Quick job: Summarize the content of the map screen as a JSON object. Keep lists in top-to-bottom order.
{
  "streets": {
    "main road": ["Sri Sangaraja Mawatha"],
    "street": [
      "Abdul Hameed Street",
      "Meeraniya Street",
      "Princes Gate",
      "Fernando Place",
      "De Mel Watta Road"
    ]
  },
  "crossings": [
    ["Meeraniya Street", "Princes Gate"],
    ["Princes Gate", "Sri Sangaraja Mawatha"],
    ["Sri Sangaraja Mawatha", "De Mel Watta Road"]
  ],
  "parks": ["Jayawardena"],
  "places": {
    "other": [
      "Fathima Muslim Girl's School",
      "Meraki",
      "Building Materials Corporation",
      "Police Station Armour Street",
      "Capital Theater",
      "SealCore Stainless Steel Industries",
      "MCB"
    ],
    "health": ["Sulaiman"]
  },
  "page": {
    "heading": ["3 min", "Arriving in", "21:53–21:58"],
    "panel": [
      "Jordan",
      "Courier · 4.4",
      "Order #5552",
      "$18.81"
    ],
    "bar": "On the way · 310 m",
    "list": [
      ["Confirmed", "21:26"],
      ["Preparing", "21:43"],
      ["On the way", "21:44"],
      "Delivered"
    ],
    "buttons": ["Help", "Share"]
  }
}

==

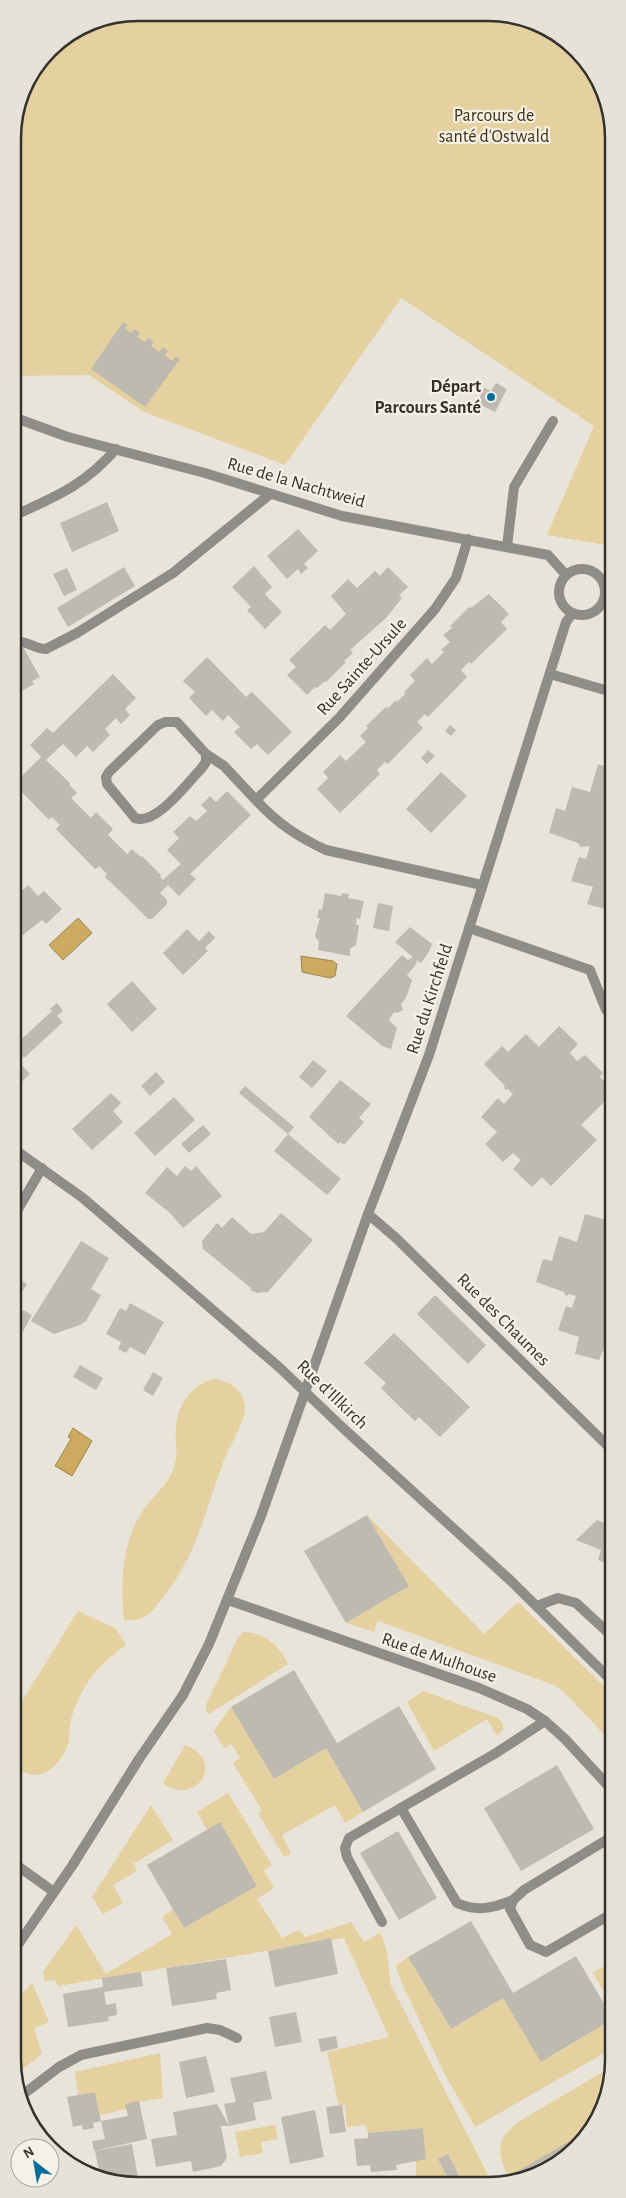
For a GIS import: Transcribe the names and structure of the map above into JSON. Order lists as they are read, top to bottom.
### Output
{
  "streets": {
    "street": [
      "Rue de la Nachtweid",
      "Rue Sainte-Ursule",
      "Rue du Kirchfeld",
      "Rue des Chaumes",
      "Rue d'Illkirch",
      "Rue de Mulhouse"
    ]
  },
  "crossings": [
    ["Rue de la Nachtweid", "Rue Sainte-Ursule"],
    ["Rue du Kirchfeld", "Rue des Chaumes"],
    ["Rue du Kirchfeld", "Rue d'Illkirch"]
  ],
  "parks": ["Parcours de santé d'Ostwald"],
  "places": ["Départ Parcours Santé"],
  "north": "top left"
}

...

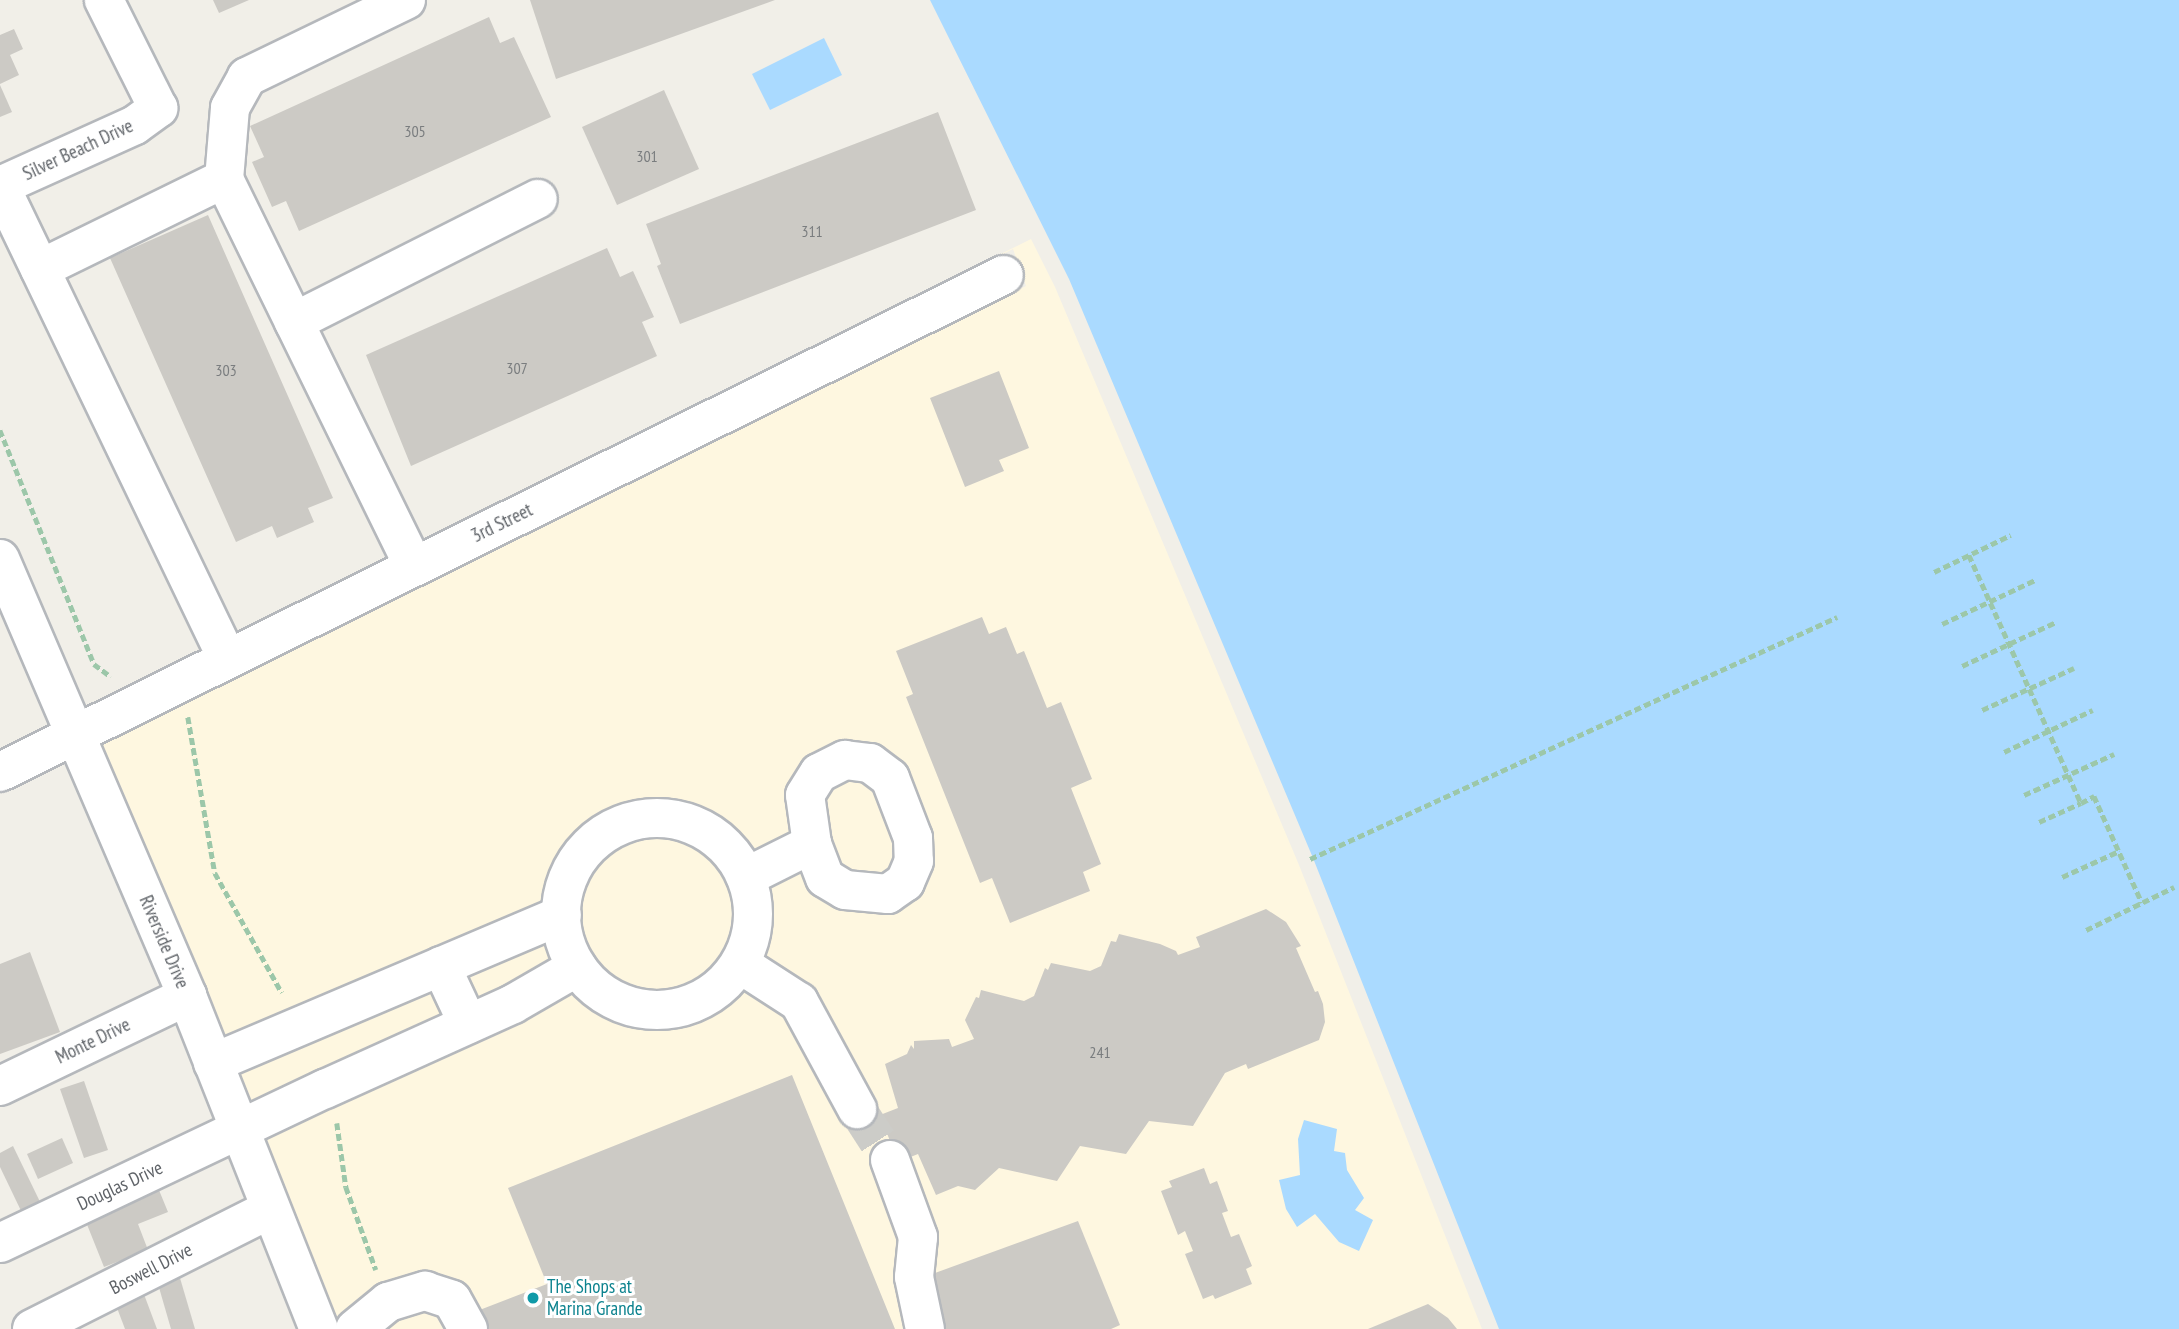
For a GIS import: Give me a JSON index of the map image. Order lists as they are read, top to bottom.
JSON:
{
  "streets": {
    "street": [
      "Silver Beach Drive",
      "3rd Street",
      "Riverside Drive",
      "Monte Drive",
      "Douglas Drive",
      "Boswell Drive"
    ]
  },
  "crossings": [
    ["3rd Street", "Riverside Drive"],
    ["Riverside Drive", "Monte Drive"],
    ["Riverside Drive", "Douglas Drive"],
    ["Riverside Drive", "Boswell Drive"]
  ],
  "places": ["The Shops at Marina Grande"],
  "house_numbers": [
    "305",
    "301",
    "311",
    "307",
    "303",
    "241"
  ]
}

Exercise instructions:
The lines of the records that contain the string "import" should be located and copied.

Completed exercise:
For a GIS import: Transcribe the names and structure of the map above into JSON. Order lists as they are read, top to bottom.
For a GIS import: Give me a JSON index of the map image. Order lists as they are read, top to bottom.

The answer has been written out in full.